[Records from a dataset]
::::::

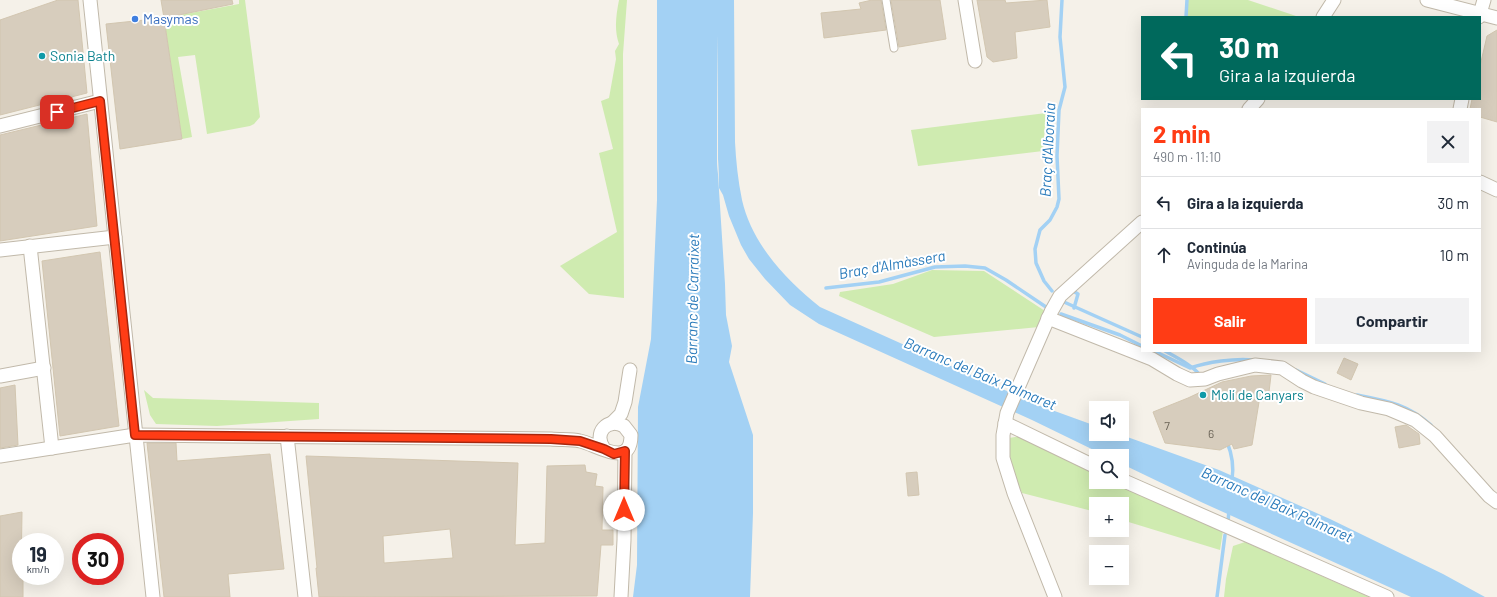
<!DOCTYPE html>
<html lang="es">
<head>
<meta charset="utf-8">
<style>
	body { margin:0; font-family:Barlow,sans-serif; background:#f2f2f3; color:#1f2937; height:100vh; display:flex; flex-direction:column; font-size:15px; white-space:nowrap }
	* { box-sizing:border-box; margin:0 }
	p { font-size:13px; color:#747a83 }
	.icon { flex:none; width:22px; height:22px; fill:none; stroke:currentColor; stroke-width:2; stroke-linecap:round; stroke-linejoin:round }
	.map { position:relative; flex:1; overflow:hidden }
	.sheet { position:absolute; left:1141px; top:108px; width:340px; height:244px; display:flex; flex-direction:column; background:#fff; border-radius:0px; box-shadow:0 4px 16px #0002 }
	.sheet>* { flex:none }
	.banner { position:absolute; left:1141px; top:16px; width:340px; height:84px; border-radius:0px; box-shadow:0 4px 16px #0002; background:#00695c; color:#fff; overflow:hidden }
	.fabs { position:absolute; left:1089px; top:401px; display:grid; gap:8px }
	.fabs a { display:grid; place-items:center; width:40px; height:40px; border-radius:0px; background:#fff; box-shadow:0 4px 16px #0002; font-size:20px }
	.speed { position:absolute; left:12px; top:533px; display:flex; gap:8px; font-size:20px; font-weight:700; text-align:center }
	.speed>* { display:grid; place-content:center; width:52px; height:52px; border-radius:50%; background:#fff; box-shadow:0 4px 16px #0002; line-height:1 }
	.speed small { font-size:10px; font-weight:400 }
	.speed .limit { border:6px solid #d22; background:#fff; color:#111 }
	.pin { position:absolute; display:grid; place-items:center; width:34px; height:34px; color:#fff; margin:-17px; border-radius:8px; box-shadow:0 2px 6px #0006 }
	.me { position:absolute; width:44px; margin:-22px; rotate:0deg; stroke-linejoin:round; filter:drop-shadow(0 0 3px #0008) }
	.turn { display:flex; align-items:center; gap:14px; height:84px; padding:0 12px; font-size:18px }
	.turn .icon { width:52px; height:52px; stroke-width:2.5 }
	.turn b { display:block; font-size:28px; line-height:34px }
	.round { display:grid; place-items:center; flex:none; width:42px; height:42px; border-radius:0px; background:#f2f2f3 }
	.headline { display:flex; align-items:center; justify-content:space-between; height:68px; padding:0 12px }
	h1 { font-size:24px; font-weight:700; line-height:30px; color:#ff3c15 }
	.cta { display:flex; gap:8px; margin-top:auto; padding:8px 12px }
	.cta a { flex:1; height:46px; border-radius:0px; background:#ff3c15; color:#fff; font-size:16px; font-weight:700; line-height:46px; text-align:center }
	.cta a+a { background:#f2f2f3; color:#1f2937 }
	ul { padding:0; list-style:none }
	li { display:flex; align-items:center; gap:12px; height:52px; padding:0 12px; border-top:1px solid #e0e1e3 }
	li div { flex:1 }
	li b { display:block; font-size:15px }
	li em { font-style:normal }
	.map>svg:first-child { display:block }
</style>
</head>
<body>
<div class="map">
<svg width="1497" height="597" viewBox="0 0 1497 597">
	<rect width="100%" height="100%" fill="#f5f1e9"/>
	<g fill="#cfebb0">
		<path d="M239 0H245L260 117 254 124 250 126 207 134 195 55 178 57 192 137 182 139 164 18 239 4Z"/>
		<path d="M619 0H627L623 54 624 298 589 294 560 266 617 232 599 153 613 149 601 101 609 98 616 59 615 51 619 44C614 29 616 16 619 0Z"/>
		<path d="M1188 0H1248L1299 17H1187Z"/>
		<path d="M1046 113 1043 151 918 166 911 130Z"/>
		<path d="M932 270 984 271 1045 311 1039 327 934 337 839 296 840 292 893 284Z"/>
		<path d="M144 390 153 398 319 403V419L217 426 156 424 150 415Z"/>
		<path d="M1021 436 1096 473V482H1116L1223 531 1220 550 1122 520V504H1096V512L1022 493 1013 473 1010 456 1009 438Z"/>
		<path d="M1245 542 1369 597H1224L1226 579 1233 546Z"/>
	</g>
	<path fill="#a3d1f4" d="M657 0H734L735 142C736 161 738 181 742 200 752 244 786 280 820 307L1038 405 1096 426V434H1119L1219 470 1330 519 1443 574 1485 597H1411L1201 502 1122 464V456H1106L1032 420 819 324 790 305 765 279 749 259 741 245 729 216 723 195 719 188 718 159V34L717 159 725 284 726 315 732 346 729 362 753 435V513L750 597H633L637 565 638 407 651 339 657 200Z"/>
	<path fill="#f5f1e9" d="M718 34V159L719 188 717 159Z"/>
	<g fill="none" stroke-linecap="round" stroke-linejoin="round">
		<g stroke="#a3d1f4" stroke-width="3.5">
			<path d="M1186 17 1187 0"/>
			<path d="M826 288 879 282 935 267 965 266 985 268 1006 280 1046 307"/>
			<path d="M1052 291 1044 281 1036 263 1035 249 1040 230 1050 220 1057 207 1059 199 1057 156 1059 110 1065 87 1060 37 1062 0"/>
			<path d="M1073 291 1078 294 1074 308"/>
			<path d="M1064 302 1142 337"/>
			<path d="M1061 314 1120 335 1142 346"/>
			<path d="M1154 351 1190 368C1207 362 1235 358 1254 360"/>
			<path d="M1165 351C1176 357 1192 365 1199 374"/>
			<path d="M1296 370 1325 384"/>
			<path d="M1357 395C1388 401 1407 404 1431 425"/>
			<path d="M1227 442C1232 454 1234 467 1232 480"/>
			<path d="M1228 522 1229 510"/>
			<path d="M1217 597 1225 535"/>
		</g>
	</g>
	<g fill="#d7cdbd" stroke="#d2c6b0" fill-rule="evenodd">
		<path d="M58 0H78L87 93 0 115V20Z"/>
		<path d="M161 0H232L233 4 164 18Z"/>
		<path d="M872 0H881L886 30 824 38 821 13 861 9 859 3Z"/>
		<path d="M891 0H940L946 39 899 47Z"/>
		<path d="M977 0H1005L1006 3 1047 0 1050 27 1015 32 1017 58 993 62 987 57Z"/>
		<path d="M164 18 182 139 120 149 106 24Z"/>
		<path d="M1497 30V122L1480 117V109H1470L1472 99H1480V66L1487 36Z"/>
		<path d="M87 114 97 226 0 241V135Z"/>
		<path d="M100 252 119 426 60 436 42 261Z"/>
		<path d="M1344 358 1358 364 1351 380 1337 373Z"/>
		<path d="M1271 375 1269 392 1265 397 1260 396 1252 445 1234 449 1232 444 1220 450 1165 443 1153 412 1188 398 1222 382 1251 376Z"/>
		<path d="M15 385 18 445 0 448V388Z"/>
		<path d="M1406 425 1419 434 1420 444 1399 448 1395 427Z"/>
		<path d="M147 443H176L177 461 270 454 284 569 228 574 230 597H164Z"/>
		<path d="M306 456 518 463 515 545 545 543 547 466 585 465 586 472 597 474 595 486 603 487 602 530H613V545H601L597 596 319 597 316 568H317ZM450 529 453 558 384 563 383 536Z"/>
		<path d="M917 472 919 495 908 496 906 473Z"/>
		<path d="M22 512 21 576H23V597H0V516Z"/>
	</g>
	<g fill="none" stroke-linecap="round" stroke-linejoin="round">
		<defs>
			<path id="lane" d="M886 0 894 48"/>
			<g id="street">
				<path d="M90 0 153 597"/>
				<path d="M965 0 975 61"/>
				<path d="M1427 0 1497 18"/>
				<path d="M1323 17 1334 0"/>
				<path d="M1479 17 1484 0"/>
				<path d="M1249 109 1258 99"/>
				<path d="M1460 109 1462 99"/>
				<path d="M0 126 100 101"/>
				<path d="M1480 182 1497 190"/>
				<path d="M30 246 52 448"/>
				<path d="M0 250 115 237"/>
				<path d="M1048 318 1152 359 1177 374 1190 380 1205 379 1218 374 1255 365 1282 368 1302 381 1314 387 1361 403 1389 409 1415 420 1435 436 1489 496 1497 502"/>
				<path d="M0 376 44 368"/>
				<path d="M1005 423 1096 467"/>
				<path d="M611 424 621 414 625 402 630 370"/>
				<path d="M287 436 305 597"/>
				<path d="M0 456 135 435 551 439C561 440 571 439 580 441 596 444 631 470 631 435L624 426C607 417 593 433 604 449"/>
				<path d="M1122 480 1387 597"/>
				<path d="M621 597 624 540 625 451"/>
				<path d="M1055 597 1014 493 1003 458V435L1007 413 1051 312 1060 296 1142 222"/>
			</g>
		</defs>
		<use href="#lane" stroke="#c1b9aa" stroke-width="9"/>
		<use href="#street" stroke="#c1b9aa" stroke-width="15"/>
		<use href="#lane" stroke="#fff" stroke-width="7"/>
		<use href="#street" stroke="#fff" stroke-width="13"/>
	</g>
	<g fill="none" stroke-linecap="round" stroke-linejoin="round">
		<defs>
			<path id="route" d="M57 112 100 101 135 435 551 439 580 441 604 449 614 454 625 451 624 510"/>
		</defs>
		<use href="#route" stroke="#a6270e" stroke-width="10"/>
		<use href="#route" stroke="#ff3c15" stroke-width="7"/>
	</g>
	<circle fill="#3f7fe0" stroke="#fff" stroke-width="1.5" cx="135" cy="19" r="4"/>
	<g fill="#0f9aa8" stroke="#fff" stroke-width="1.5">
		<circle cx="42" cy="56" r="4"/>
		<circle cx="1203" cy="395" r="4"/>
	</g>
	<g text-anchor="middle" stroke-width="4" stroke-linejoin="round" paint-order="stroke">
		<g font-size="12" fill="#6c6558">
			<text x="1167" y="430">7</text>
			<text x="1211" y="438">6</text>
		</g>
		<g font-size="14" fill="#366cbe" stroke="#fff" text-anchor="start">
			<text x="143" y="24">Masymas</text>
		</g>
		<g font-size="14" fill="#0d838f" stroke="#fff" text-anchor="start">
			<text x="50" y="61">Sonia Bath</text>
			<text x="1211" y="400">Molí de Canyars</text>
		</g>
		<g font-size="15" font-style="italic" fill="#2a7bbb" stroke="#fff">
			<text transform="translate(1048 150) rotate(-87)" y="5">Braç d'Alboraia</text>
			<text transform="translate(892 265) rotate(-10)" y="5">Braç d'Almàssera</text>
			<text transform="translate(693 299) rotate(-89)" y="5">Barranc de Carraixet</text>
			<text transform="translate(980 374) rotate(23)" y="5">Barranc del Baix Palmaret</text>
			<text transform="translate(1277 505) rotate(24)" y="5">Barranc del Baix Palmaret</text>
		</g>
	</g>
</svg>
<div class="fabs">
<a><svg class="icon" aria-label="sound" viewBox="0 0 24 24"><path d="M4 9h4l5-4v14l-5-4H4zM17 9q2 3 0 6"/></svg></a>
<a><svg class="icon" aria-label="search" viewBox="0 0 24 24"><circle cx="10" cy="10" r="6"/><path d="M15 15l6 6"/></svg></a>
<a>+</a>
<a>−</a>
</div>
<div class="speed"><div>19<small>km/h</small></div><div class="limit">30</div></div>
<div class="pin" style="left:57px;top:112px;background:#d93025"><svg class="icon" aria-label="arrive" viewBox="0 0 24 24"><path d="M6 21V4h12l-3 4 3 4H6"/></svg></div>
<svg class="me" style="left:624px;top:510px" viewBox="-20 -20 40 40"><circle r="19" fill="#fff"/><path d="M0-13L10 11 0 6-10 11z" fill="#ff3c15"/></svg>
<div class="banner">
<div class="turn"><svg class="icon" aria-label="left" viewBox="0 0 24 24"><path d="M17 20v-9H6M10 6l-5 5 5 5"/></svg><div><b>30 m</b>Gira a la izquierda</div></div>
</div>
<section class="sheet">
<div class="headline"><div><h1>2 min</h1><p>490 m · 11:10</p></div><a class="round"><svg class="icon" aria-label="close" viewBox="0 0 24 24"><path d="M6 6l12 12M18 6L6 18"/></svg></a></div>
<ul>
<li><svg class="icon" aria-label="left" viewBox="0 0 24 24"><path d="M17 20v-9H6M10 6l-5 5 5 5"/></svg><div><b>Gira a la izquierda</b></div><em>30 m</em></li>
<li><svg class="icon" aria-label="ahead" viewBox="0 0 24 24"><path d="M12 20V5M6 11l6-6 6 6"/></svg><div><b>Continúa</b><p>Avinguda de la Marina</p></div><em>10 m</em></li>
</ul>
<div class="cta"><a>Salir</a><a>Compartir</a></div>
</section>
</div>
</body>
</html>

::::::

Find the word "overflow" in the records and pull out each line that has it.

◆ Answer for this exercise:
	.map { position:relative; flex:1; overflow:hidden }
	.banner { position:absolute; left:1141px; top:16px; width:340px; height:84px; border-radius:0px; box-shadow:0 4px 16px #0002; background:#00695c; color:#fff; overflow:hidden }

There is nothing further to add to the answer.